Hope you feel this was worth your time reading and that you enjoyed it.


[3]Windows Server 2008 TCP/IP Protocols and Services

6 thoughts on “DHCP and Failing Dynamic DNS Update

  1. The diagram for “DHCP and DNS Update interaction” shows that the DHCP server updates the PTR record, I noticed in Windows Srv 2008 that the DHCP DNS options included both Host (A) and pointer (PTR) records. Is the diagram still accurate? I am actually looking for Windows Srv 2012 diagram that show DDNS update from DHCP.


    1. Hi Big Daddy,

      The diagram is a Picture from the article in my Sources.
      According to Microsoft, support case, there has been a lot of changes in 2003 -> 2008 R2, but not much after that.

      I would say that the diagram will be the same for 2012, but I can’t garantee it.
      I found that the diagram is accurat from 2003 -> 2008 R2 at least according to this discussion:


  2. The reason is DHCP does not contact the DNS even though the article refers to dns as one of the records being deleted and recreated. This allows our primary domain suffix to search it and append it. Hope that helps.


    1. Not sure I entirely understand what you mean.

      After I published this post,
      I’ve been investigating my issue more and found some other causes that was related to my main issue;
      “Clients were not getting updated properly in our DNS with the correct host A and PTR records in our domain”

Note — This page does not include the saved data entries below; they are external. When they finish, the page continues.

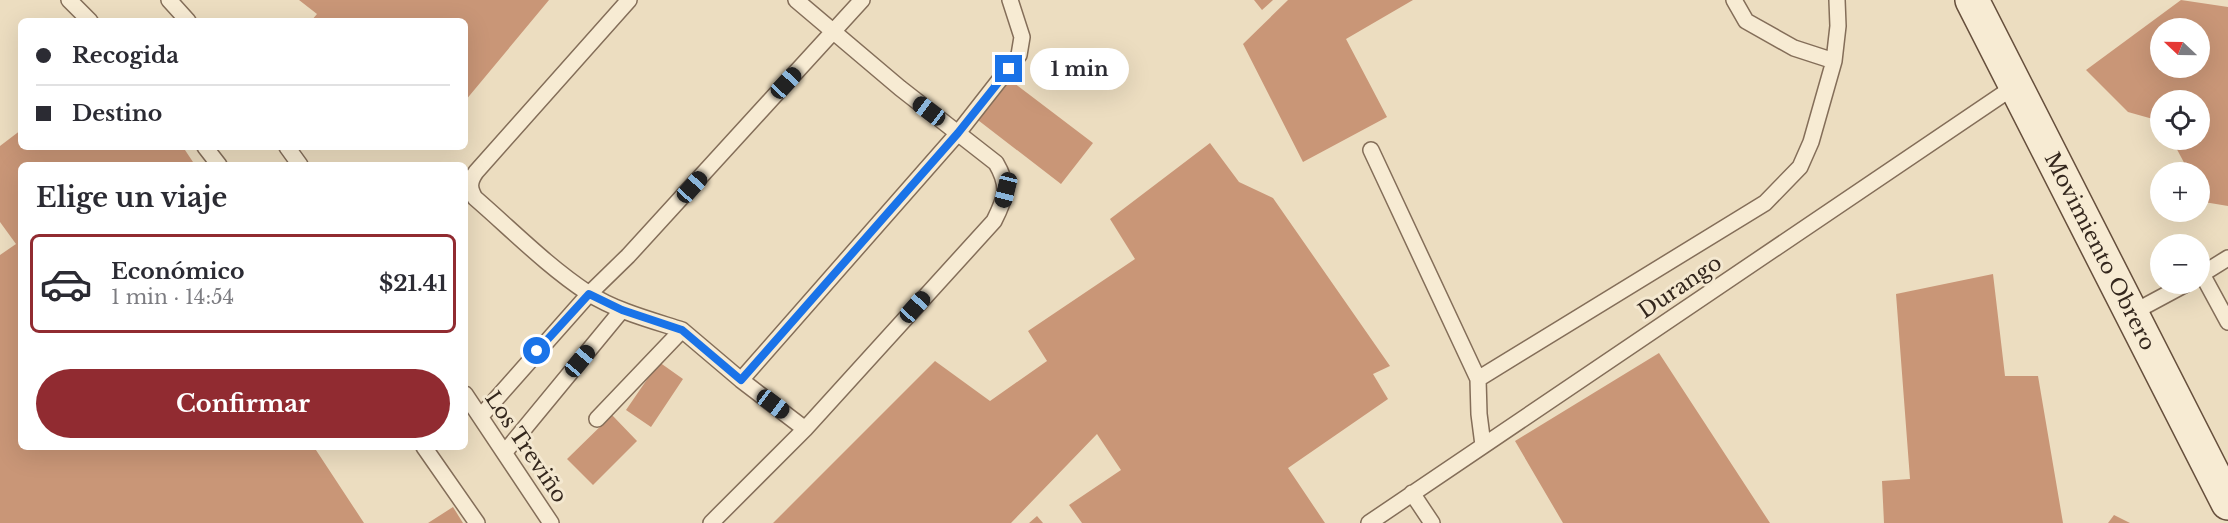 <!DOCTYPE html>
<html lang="es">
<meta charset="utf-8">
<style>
body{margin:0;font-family:"Libre Baskerville",serif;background:#f7f7f7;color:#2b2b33;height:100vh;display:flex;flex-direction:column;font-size:22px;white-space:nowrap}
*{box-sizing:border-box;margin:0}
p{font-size:20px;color:#7c7c81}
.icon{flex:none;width:33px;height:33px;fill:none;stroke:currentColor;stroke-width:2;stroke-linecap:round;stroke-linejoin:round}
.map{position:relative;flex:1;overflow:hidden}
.drawer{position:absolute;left:18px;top:162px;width:450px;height:288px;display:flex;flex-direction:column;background:#fff;border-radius:9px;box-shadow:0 6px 24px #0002}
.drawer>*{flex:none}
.guide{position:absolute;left:18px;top:18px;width:450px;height:132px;border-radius:9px;box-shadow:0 6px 24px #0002;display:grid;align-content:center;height:132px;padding:0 18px;background:#fff}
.needle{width:39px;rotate:292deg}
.fabs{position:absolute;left:2150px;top:18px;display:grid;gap:12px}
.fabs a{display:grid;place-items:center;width:60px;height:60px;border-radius:50%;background:#fff;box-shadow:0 6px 24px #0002;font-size:30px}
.end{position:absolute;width:27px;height:27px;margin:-14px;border:8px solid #1a73e8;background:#fff;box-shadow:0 0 0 3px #fff}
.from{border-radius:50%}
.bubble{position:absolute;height:42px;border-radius:21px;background:#fff;box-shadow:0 6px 24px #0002;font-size:20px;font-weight:700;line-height:42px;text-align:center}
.car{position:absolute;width:18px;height:36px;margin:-18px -9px;border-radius:8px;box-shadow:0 0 4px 2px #0007;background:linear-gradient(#222 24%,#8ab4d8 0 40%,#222 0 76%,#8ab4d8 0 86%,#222 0)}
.guide b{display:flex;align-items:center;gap:21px;height:57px;font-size:22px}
.guide b+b{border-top:2px solid #e1e1e2}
.guide i{width:15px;height:15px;background:#2b2b33}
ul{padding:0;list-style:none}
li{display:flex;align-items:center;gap:18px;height:99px;margin:0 12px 9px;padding:0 6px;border:3px solid transparent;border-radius:9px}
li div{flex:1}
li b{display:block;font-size:22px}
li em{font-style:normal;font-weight:700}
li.active{border-color:#912b31}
li>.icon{width:54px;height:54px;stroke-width:1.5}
h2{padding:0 18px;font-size:27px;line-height:72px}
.button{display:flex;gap:12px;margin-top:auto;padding:12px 18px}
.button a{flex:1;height:69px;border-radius:36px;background:#912b31;color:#fff;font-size:24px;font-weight:700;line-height:69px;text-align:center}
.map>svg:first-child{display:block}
</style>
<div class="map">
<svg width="2228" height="523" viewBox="0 0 2228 523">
<rect width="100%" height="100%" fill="#ecddc0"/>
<!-- building -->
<path fill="#c99677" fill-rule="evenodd" d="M299,0h250l-84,101v-80h-154l6,-7z
M1254,0h19l-11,10z
M1288,0h125l-67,39 41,78 -84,45 -60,-118z
M2181,0l47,7v199l-24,-4 -5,-10v-20h-10l-17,-32h27v-40h-39v21l-32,-9 -42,-42zM2160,28h39v40h-39z
M1005,76l88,67 -32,41 -87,-67z
M21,130v17h162l12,18h-174v282h293l50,76h-364v-268l16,-11 -16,-22v-76z
M1210,143l29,39 34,16 117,168 -17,8 15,25 -100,69 37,55h-243l-13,-18 52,-35 -24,-36 -86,89h-238l162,-162 55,40 57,-40 -19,-30 107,-72 -25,-40z
M1993,274l12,102h33l25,147h-179l-2,-42 28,-2 -14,-185z
M1659,353l111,170h-207l-48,-82z
M659,362l24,17 -32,48 -25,-17z
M612,415l25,26 -44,44 -26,-26z
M453,507l10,16h-35z
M2114,515l16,8h-22z
M1037,516l6,7h-14z"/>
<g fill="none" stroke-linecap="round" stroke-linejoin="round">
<!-- lane casing -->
<g stroke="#846e59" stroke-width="18">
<path id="lane" d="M69,0l21,21
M169,0l19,21
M1734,0l12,21 48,27 40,13 4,-35 -1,-26
M205,147l14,18
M287,147l13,18
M1371,150l107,229
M2202,274l26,48
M2199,276l29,-18
M2132,313l54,-29
M682,330l59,50 64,49
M741,380l217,-247 61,-78 3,-18 -12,-37
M465,394l86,129
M481,416l108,-122 39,-38 234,-256
M597,419l85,-89c-31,-10 -66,-19 -94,-37 -41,-27 -76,-63 -113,-95 -6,-10 -6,-16 1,-26l153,-172
M1483,445l-4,-31 -1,-35 287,-176 35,-36 11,-25 23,-81
M424,447l53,76
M505,452l117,-142
M1412,493l20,30
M711,523l94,-94 189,-208c12,-24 16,-34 2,-58l-96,-75 -104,-88
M1369,523l646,-437"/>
</g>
<!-- secondary casing -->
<g stroke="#664f3c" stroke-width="36">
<g id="secondary">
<path id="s1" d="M1972,0l256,503"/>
</g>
</g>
<!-- lane -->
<use href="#lane" stroke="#f7ebd3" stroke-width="15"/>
<!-- secondary -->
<use href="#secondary" stroke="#f7ebd3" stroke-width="33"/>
</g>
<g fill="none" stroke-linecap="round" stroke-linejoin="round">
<!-- route -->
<path stroke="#1a73e8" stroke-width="8" d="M537,351l52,-57 33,16 60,20 59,50 217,-247 51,-64"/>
</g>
<g text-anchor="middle" stroke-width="6" stroke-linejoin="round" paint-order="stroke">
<!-- street labels -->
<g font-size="21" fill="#34271d" stroke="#f4e8d0">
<text dy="7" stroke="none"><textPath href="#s1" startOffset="282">Movimiento Obrero</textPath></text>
<text transform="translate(1680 287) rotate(-34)" y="7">Durango</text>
<text transform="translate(526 447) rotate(56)" y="7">Los Treviño</text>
</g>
</g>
</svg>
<div class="fabs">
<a><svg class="needle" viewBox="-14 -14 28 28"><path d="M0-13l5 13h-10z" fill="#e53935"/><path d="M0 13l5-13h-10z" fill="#7c7c81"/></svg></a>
<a><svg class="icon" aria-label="locate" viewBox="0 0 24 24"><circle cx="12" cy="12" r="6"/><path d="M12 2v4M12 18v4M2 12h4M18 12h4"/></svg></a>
<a>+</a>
<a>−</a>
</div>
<i class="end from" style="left:537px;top:351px"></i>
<i class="end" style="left:1009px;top:69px"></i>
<div class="bubble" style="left:1030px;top:48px;width:99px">1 min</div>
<i class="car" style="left:786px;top:83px;rotate:43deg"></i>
<i class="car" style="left:929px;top:111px;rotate:307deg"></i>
<i class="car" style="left:692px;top:187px;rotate:42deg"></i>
<i class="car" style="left:1006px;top:190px;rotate:194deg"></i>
<i class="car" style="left:915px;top:307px;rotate:42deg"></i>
<i class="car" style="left:580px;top:361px;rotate:40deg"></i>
<i class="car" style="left:773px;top:404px;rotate:127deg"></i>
<div class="guide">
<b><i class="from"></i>Recogida</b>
<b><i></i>Destino</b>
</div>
<section class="drawer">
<h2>Elige un viaje</h2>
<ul>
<li class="active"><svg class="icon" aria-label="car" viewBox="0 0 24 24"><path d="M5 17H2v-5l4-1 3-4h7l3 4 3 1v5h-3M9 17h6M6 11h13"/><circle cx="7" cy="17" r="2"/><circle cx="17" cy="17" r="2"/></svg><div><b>Económico</b><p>1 min · 14:54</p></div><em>$21.41</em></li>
</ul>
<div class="button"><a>Confirmar</a></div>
</section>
</div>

      The primary suffix for all domain join computers is the domain name the computer is joined.
      So if a client is joined in domain mydomain.local and the is submitting DHCP Option 81 to the DHCP Server,
      Microsoft DHCP Server til connect to mydomain.local DNS Servers and update the A host records and PTR records straight away.
      The DHCP Server need read/write rights in the DNS Zone.

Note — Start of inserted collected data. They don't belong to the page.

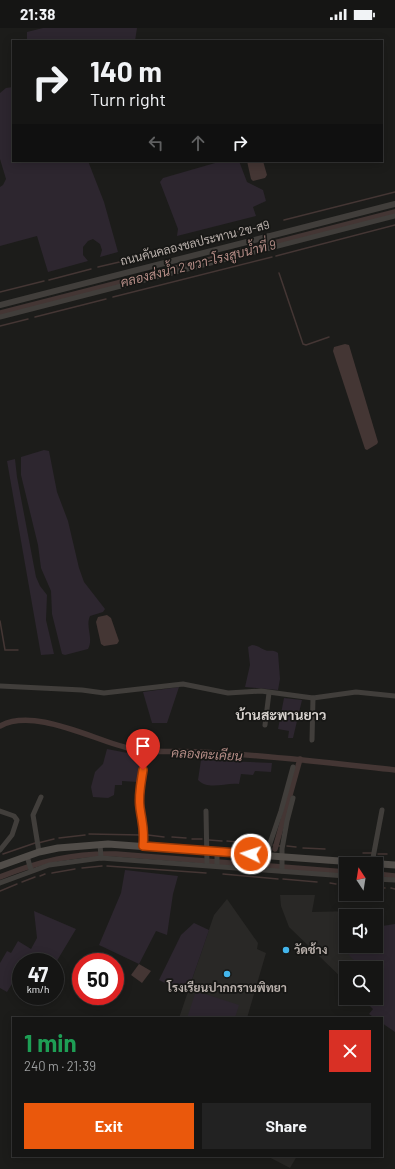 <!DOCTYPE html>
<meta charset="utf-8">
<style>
body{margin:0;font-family:Barlow,Sarabun,sans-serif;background:#222;color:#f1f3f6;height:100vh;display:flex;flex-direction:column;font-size:15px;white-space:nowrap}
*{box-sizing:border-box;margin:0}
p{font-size:13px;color:#9d9fa0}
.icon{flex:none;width:22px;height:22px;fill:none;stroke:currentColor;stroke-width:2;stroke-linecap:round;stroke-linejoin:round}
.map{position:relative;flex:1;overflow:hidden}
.sheet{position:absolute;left:12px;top:989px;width:371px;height:140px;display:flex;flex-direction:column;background:#151514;border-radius:0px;box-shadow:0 2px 10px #0003,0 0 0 1px #343434}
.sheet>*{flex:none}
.top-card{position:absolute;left:12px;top:12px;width:371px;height:122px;border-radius:0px;box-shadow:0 2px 10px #0003,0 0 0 1px #343434;background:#151514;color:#f1f3f6;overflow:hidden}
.needle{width:26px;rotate:348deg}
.buttons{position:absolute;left:339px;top:829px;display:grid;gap:8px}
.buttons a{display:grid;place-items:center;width:44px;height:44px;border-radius:0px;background:#151514;box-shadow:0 2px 10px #0003,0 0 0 1px #343434;font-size:20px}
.speed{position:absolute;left:12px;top:925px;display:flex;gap:8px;font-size:20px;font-weight:700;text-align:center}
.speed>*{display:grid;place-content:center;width:52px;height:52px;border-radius:50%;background:#151514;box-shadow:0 2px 10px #0003,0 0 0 1px #343434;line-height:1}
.speed small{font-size:10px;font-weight:400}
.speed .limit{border:6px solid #d22;background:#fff;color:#111}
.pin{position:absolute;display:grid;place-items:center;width:34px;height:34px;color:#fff;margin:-41px -17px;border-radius:50% 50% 50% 0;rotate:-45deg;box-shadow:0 0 4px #0007}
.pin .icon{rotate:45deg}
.me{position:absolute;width:44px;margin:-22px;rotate:274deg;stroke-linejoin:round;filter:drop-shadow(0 0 3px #0008)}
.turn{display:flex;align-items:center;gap:14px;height:84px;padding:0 12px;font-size:18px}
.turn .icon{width:52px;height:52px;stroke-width:2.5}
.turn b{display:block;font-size:28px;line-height:34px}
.lanes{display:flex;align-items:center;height:38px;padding:0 12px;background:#0003;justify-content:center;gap:20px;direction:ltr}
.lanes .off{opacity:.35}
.round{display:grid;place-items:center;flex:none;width:42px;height:42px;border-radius:0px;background:#222}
.head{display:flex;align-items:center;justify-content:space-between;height:68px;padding:0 12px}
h1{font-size:24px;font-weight:700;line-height:30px;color:#1e9e55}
.primary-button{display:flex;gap:8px;margin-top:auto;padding:8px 12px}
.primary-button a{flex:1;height:46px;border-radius:0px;background:#ea580c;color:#fff;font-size:16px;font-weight:700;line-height:46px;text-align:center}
.primary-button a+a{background:#222;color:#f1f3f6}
.status{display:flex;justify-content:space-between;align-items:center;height:28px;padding:0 20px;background:#151514;direction:ltr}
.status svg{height:11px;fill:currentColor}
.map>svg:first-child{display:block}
.built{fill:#292826}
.green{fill:#2d262f}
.water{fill:#443634}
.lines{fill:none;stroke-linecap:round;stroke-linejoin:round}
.stream{stroke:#443634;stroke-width:1.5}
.canal{stroke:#443634;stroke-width:5.5}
.minor{stroke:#413e3b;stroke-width:5}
.tertiary{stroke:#413e3b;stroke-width:6}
.secondary{stroke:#514d49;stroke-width:7}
.route-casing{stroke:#983908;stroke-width:10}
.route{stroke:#ea580c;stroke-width:7}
.poi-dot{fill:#43b5eb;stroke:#171715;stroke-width:1.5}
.labels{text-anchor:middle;stroke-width:3.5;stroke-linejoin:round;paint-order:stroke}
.street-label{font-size:12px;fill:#bbb2ad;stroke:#171715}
.poi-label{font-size:12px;font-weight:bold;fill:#bbb2ad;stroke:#171715;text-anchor:start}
.water-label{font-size:13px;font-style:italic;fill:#b48c86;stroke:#171715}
.quarter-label{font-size:14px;font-weight:bold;fill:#d7d2ce;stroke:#171715}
</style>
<div class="status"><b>21:38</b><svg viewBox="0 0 49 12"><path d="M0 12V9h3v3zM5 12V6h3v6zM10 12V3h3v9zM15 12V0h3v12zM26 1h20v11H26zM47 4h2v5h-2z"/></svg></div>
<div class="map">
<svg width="395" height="1141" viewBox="0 0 395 1141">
<rect width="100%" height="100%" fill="#1c1c1a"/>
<!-- built -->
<g class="built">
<polygon points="280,867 315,867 312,884 356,883 356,888 346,888 346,918 351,918 350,927 361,940 346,940 346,954 289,899 281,878"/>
<polygon points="227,871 258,915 257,921 266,925 247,990 179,990 214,887"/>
<polygon points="267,1128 297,1128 290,1140"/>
</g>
<!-- green -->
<g class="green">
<polygon points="43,0 137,0 135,13 27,13 27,4"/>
<polygon points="13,59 13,133 88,133 104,174 118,224 100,229 102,222 100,216 93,211 88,213 83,219 83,227 88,233 48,244 37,208 0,218 0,159 3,157 6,151 0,131 0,65 6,60"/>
<polygon points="222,133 239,133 247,154 263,162 266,173 253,179 256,188 177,208 178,201 160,154 163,150"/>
<path d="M44,422l5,1 8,41 11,29 11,47 5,14 21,27 -2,3 -13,4c-5,11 4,22 -2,33l-23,6 -3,-1 -10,-40 -1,-23 -10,-23 -3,-23 -17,-70v-18z"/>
<polygon points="15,431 17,449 36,549 40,558 47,567 46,592 54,626 41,627 7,433"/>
<path d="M252,617c8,1 7,3 13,5 5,2 8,-1 13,3l2,26 -2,11 -33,-3 5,-22 -2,-18z"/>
<polygon points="179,659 167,695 152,695 143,664"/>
<polygon points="284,670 302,672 293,710 288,710 289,703 278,701"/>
<polygon points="107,721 143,728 138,754 122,753 122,757 115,757 114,767 108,770 93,769 91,759 95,744 103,736"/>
<path d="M201,732l71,3 -1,9 -16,-1 -2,4 -12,-1 -2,10c-13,-2 -30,7 -41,-4z"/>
<polygon points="125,842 178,848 173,866 167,907 156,903 139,936 99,917 121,865"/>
<polygon points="34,883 76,901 55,936 55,934 35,934 28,930 25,934 21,934 21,941 7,964 0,960 0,935 7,923 11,925 18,913 31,921 37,910"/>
<polygon points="194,895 209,902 187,966 159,952 181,907"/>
<polygon points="395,896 395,1004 382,995 382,990 375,990 369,986 373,981 362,970 376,970 376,940 361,940 349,927 351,918 376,918 376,899"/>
<polygon points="196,963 239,977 235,990 187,990"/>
</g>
<!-- water -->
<g class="water">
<polygon points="247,133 263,133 267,147 265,150 253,153 251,151"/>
<polygon points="345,316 349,317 378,414 377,416 367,422 365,421 333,323 334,319"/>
<polygon points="107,587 111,590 119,613 117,616 104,618 101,616 96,594 98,589"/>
<polygon points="139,936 151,943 142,955 131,947"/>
</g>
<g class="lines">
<!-- stream -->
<g class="stream">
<polyline points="284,192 395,164"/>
<polyline points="276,228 395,197"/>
<polyline points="134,230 264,197"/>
<polyline points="98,239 128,232"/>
<polyline points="279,245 303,316 306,317 329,309"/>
<polyline points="49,252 91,241"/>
<polyline points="0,264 44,253"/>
<polyline points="113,269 272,229"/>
<polyline points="35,289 106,271"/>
<polyline points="0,298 28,291"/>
<polyline points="0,593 5,622 18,622"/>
<polyline points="89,806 141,807"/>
<polyline points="148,807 164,809"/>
<polyline points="172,809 186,810"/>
<polyline points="59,810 85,807"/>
<polyline points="192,811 202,811"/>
<polyline points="209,812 222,813"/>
<polyline points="227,813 238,814"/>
<polyline points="38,815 54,811"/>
<polyline points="245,815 266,817"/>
<polyline points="273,817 280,818"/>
<polyline points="287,818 296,819"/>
<polyline points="303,820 325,821"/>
<polyline points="363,825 372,825"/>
<polyline points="3,826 35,815"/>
<polyline points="378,826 387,826"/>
<polyline points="107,838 206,845"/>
<polyline points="82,840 102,838"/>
<polyline points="52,845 75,841"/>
<polyline points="223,846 278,851"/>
<polyline points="40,848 45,846"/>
<polyline points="283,851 317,854"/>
<polyline points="22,854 35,849"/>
<polyline points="330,855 336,856"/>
<polyline points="339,856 346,856"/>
<polyline points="376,859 385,860"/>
<polyline points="391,860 395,861"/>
<polyline points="0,863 17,856"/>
</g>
<!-- canal -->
<g class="canal">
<polyline points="0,285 395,184"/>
<path d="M0,698c35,-19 95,15 132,23 22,5 46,1 69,3 65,3 130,11 194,18"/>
<polyline points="275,821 300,731"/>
<polyline points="376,846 395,848"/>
<path d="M0,849c40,-16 73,-24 116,-23l230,18"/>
</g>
<!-- minor -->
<g class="minor">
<polyline points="268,208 271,220"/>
<polyline points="0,289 395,188"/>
<polyline points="0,658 82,662 104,665 183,656 228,665 261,663 313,670 356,664 395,668"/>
<polyline points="265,697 269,665"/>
<polyline points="312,712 313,670"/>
<path d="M143,742c-2,13 -5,26 -3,38 2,16 5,22 3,38"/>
<polyline points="0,783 14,788 17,792 12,807 0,822"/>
<polyline points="206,783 207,837"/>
<polyline points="100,816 101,830"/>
<polyline points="217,823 217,838"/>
<polyline points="39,824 33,787 41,769"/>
<polyline points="266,827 281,783 293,739"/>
<polyline points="27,828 31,842"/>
<polyline points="372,835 382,782"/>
<polyline points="282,843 282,821 287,793 293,770"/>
<polyline points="376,851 395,852"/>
<polyline points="0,855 49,837 101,830 346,848"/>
</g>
<!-- tertiary -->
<polyline class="tertiary" points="0,277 395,176"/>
<!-- secondary -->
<polyline class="secondary" points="0,838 39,824 58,820 108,816 395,837"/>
</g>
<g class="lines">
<!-- route casing -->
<g class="route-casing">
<path id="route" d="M143,742c-2,13 -5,26 -3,38 2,15 5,22 3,38l108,8"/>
</g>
<!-- route -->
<use href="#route" class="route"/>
</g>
<!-- markers -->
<g class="poi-dot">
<circle cx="286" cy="922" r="4"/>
<circle cx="227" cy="946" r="4"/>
</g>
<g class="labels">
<!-- street labels -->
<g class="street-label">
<text transform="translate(195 215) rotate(-14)" y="4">ถนนคันคลองชลประทาน 2ข-ส9</text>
</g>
<!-- poi labels -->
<g class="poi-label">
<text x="294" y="926">วัดช้าง</text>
<text x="227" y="964" text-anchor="middle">โรงเรียนปากกรานพิทยา</text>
</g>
<!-- water labels -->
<g class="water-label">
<text transform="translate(198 235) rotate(-14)" y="5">คลองส่งน้ำ 2 ขวา-โรงสูบน้ำที่ 9</text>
<text transform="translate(207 726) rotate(3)" y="5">คลองตะเคียน</text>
</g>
<!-- quarter labels -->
<g class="quarter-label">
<text x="281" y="692">บ้านสะพานยาว</text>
</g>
</g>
</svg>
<div class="buttons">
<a><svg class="needle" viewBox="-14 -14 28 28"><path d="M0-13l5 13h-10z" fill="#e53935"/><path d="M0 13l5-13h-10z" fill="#9d9fa0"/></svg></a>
<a><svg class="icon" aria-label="sound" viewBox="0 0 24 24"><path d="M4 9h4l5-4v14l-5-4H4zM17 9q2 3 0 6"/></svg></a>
<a><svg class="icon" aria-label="search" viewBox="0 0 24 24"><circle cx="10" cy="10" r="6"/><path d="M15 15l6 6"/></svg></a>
</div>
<div class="speed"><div>47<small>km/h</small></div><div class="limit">50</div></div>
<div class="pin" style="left:143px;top:742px;background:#d93025"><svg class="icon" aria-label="arrive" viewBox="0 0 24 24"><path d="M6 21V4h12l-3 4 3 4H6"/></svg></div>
<svg class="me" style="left:251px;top:826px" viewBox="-20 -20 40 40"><circle r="17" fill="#ea580c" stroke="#fff" stroke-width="3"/><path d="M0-11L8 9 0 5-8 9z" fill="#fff"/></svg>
<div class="top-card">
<div class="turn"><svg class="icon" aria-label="right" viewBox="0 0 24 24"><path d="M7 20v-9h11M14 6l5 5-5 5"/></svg><div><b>140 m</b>Turn right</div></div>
<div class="lanes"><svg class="icon off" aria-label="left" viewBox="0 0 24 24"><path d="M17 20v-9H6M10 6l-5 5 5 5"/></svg><svg class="icon off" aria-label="ahead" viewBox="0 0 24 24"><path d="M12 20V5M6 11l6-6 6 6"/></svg><svg class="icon" aria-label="right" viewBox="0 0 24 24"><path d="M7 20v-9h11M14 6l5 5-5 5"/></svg></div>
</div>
<section class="sheet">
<div class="head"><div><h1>1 min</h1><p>240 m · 21:39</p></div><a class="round" style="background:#d93025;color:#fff"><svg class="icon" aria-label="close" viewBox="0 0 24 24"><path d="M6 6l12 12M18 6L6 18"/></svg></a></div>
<div class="primary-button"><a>Exit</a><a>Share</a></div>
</section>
</div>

      If the option “UpdateDnsRRForOlderClients : True” is on it will update any hostname, even if the client is not responding with DHCP Option 81.
      The DHCP Server will then append the domain name configured in the respective subnet as primary domainname.

      Also, there if lets say the Reverse Lookup Zone for Subnet is not registered in DNS, the DHCP server, if it is an address with in,
      try to go online and update the reverserecord. This will fail because all records will be sendt to a IANA Blackhole / Prison address.
      This has to be removed from your DNS Cache and the respectively Reverse Zones have to be created.

      If the DHCP Server is handling the DNS Updates,
      and the client is changing IP within 2 min, common in 802.1X enviroments where user authentication autorizes the client to a more secure network.
      Then the DHCP Server should update the records A and PTR straight away and overwriting the first created records.

      These are common problems and easy problems to end up doing.